Thereafter, in the 3rd CoC meeting it was observed that,

“5. To take note of action taken by RP since the last CoC meeting

The Resolution Professional placed before the COC, the action taken report since the last COC meeting. COC members enquired about the status of clarification sought from Kotak bank regarding transactions of withdrawal of Rs.26. 00 lacs appearing in the statement of Kotak bank account on 14th December 2018. RP clarified that those transactions pertained to refund cheques issued to homebuyers by Corporate Debtor prior to commencement of CIRP which hit the bank account one day after commencement of CIRP.

However, it has been observed that Rs.25 lakhs was made to creditor Fimosys Infrastructure Private Limited but the remaining Rs. 1,00,000/- was made to Ireo Waterfront Pvt. Ltd, a group company of the CD. Moreover, in the appointment letter dated 18.05.2019 to the Forensic Auditor and Transaction Auditor for Corporate Debtor, TR Chadha & Co LLP the scope of their engagement is as follows:

“A. To carry out forensic audit for financial years 2013-14, 2014-1 5, 2015-1 6, 2016- 17, 201 7-18 and for the period 01st April, 2018 to 13th December 2018 i.e. Insolvency Commencement Date.”

From the above scope of the Forensic Auditor and Transaction Auditor assessment, it is observed that this does not include the date of the transaction made to Ireo Waterfront Pvt. Ltd. for the amount of Rs. 1,00,000/- i.e. 14.12.2018 and neither is there any mention of the aforesaid unauthorised transaction in the appointment letter. Further, it is observed that only after this issue was raised in the inspection conducted by the Board on 25.07.2019 and the draft inspection report was shared with the RP on 06.08.201 9, the RP finally decide to notify Ireo Waterfront Pvt. Ltd., vide email dated 16.08.2019 of the unauthorised transaction made in their favor and to remit the aforesaid amount back to CD.

Hence, it is observed that the unauthorised transaction made in favor of Ireo Waterfront Pvt. Ltd. was within the knowledge of RP however, it was only after the issue was raised by the Board, he took action towards it. In view of this, the argument raised by RP that he was awaiting the report from the Auditor which was appointed to conduct transactional audit so that, other such transfers, if any, brought to notice, could be included in one application instead of filing separate applications does not hold good. As per Regulation 35A of the CIRP Regulation, 2016 the RP is required to form an opinion on preferential and other transactions within 75 days of the commencement (of CIRP) and to make a determination on the same within 115 days of commencement and to file application to AA for appropriate relied within 135 days of commencement. However, it has been seen that from 14.12.2018 till 16.08.2019, wherein 245 days had passed and no action was taken by RP and only on the issue being pointed out by the Board, the RP deigned to send an email to Ireo Waterfront Pvt. Ltd on 16.08.2019. Though such transactions were first noticed by the RP and were discussed before the CoC, it was in regards to refund made to homebuyers and no mention of the transfer to a group company or any further action that is being contemplated to recover such amount has been stated. Moreover, nowhere in the scope of the Forensic and Transaction Audit Agreement this unauthorised transaction was covered. Therefore, the DC is of the view that the RP has not undertaken adequate measures to reverse the transaction and has shown a casual attitude in his conduct of CIRP.

Findings:

The IP had not taken any action for 245 days towards correcting the unauthorised transaction until the IA pointed out the issue and no discussions before CoC were held regarding the transfer to a group company or any action to be taken thereof. Further, the RP did not mention the unauthorised transaction in the scope of the Forensic and Transaction Audit Agreement either. Hence, the DC is of the view that the RP has shown a casual attitude towards his responsibilities and adequate measures were not taken to reverse the transaction.

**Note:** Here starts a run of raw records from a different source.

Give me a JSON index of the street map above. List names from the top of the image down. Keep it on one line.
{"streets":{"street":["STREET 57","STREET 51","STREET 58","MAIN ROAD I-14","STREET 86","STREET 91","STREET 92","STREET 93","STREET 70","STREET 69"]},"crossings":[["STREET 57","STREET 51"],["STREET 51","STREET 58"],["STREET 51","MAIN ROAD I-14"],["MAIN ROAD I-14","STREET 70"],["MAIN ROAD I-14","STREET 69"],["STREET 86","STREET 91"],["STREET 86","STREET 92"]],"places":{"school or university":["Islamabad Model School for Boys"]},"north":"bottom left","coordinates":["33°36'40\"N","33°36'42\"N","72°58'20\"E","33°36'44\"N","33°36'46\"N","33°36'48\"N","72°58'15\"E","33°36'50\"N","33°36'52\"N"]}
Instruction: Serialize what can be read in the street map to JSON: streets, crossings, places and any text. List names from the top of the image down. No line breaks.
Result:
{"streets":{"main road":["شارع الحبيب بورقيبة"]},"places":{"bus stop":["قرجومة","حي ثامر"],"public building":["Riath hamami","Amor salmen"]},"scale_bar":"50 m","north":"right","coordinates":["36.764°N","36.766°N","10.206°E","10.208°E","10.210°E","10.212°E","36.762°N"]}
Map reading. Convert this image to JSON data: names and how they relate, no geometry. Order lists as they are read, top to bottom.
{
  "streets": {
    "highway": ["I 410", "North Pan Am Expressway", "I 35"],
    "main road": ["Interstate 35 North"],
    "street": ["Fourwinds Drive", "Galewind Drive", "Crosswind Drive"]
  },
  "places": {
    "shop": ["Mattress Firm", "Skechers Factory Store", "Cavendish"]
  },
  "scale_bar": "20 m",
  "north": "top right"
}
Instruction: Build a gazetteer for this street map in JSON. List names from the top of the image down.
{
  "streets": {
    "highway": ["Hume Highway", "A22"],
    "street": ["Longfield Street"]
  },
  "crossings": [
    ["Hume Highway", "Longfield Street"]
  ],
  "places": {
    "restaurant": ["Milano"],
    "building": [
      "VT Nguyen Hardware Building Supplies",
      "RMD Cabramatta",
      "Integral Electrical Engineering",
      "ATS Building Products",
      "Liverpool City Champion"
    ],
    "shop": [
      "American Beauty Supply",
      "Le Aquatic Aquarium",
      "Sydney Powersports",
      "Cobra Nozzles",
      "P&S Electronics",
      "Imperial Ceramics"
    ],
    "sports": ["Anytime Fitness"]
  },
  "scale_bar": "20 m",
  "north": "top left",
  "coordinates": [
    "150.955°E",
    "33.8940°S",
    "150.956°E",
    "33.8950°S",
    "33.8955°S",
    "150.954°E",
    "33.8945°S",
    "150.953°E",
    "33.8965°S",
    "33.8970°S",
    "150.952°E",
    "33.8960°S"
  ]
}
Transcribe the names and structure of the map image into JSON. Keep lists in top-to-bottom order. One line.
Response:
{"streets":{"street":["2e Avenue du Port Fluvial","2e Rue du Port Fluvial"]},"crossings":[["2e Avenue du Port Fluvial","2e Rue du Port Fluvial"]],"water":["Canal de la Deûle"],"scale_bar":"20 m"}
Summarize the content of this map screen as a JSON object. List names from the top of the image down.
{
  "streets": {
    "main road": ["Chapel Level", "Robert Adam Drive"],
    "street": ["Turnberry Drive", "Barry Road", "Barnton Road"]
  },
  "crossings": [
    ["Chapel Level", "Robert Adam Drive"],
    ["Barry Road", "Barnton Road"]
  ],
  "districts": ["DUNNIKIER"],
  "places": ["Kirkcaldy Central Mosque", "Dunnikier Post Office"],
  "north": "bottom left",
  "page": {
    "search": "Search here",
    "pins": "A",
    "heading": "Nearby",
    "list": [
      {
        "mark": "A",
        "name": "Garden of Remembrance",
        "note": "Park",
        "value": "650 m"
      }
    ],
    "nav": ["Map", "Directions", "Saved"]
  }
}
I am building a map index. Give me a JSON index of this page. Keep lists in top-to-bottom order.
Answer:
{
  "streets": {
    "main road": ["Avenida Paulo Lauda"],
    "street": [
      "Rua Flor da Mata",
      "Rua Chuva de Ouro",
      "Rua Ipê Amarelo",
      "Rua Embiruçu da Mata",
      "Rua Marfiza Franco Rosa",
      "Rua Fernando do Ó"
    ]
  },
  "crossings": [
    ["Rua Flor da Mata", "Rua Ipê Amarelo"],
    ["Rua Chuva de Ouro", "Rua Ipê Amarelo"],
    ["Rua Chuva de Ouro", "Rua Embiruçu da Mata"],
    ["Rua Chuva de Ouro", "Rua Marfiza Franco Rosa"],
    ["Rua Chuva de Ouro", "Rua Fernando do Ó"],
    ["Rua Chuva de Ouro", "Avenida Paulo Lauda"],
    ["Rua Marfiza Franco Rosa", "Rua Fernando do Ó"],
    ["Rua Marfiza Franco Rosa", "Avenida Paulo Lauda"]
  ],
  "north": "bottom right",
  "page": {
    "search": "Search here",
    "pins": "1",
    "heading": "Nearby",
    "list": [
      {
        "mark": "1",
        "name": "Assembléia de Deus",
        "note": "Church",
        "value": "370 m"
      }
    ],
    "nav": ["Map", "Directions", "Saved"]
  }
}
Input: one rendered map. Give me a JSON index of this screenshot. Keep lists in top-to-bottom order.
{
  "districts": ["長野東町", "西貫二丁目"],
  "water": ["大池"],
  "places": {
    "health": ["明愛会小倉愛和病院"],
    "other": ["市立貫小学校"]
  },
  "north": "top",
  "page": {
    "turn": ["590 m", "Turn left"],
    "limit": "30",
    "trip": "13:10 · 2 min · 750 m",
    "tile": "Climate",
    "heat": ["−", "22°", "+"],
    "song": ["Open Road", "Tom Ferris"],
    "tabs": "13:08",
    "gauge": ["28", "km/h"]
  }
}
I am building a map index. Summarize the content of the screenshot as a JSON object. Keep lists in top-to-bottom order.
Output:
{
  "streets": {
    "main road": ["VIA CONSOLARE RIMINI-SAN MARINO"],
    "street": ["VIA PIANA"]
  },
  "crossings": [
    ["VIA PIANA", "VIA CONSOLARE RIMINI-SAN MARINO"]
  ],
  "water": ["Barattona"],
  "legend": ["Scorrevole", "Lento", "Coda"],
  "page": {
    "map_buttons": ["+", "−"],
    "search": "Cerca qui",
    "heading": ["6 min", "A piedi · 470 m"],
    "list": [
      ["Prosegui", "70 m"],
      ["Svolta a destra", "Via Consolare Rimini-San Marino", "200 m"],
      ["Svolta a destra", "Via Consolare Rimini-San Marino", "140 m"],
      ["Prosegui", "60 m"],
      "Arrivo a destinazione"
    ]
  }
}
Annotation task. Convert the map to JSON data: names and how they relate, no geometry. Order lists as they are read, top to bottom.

This is in violation of Sections 25 (1), 208(2)(a) & (e) of the Code and Regulation 7(2)(a) and 7(2)(h) of the IP Regulations, read with clause 14 of the Code of Conduct as given in the First Schedule of the IP Regulations.

3.6 Contravention: As per clause 25A of the Code of Conduct (under the IP regulations) an insolvency professional is required to disclose, inter alia, the fee payable to professionals engaged by him to the insolvency professional agency of which he is a professional member. In the present matter, RP appointed M/s Linkstar Infosys Pvt Ltd. for providing e-voting services. However, it has been observed that while proving cost disclosures to his IPA, RP failed to disclose cost incurred by engaging M/s Linkstar Infosys Pvt Ltd.

Submission:

RP has submitted that as regards not disclosing costs incurred by engaging Linkstar Infosys Pvt Ltd. he is of the understanding that it would not fall in the category of professionals engaged to operate / manage affairs of the CD. Its service was taken as and when e-voting was to be conducted for considering resolutions of CoC. Therefore, by RPs understanding, no disclosures were required to be made.

During the personal e-hearing, the IP also submitted that as Linkstar Infosys Pvt Ltd. was not handling the assets of the CD, there is no requirement of Cost disclosure.

Analysis:

CIRP under the Code is a non-adversarial resolution process where the defaulting CD cedes control to an IP, who is responsible for managing the affairs of the company as a going concern and preserving its value. It is the objective of the Code to ensure that there is transparency in the functioning and performance of IPs and an arms length relationship is maintained and reasonable fees are paid to the professionals engaged by the IP during the CIRP of the CD. Therefore, Cost disclosures are made to ensure that the CIRP is conducted with transparency and accountability, it is also accessible by all the stakeholders, who can ascertain that the CIRP of the CD is not incurring any unreasonable costs.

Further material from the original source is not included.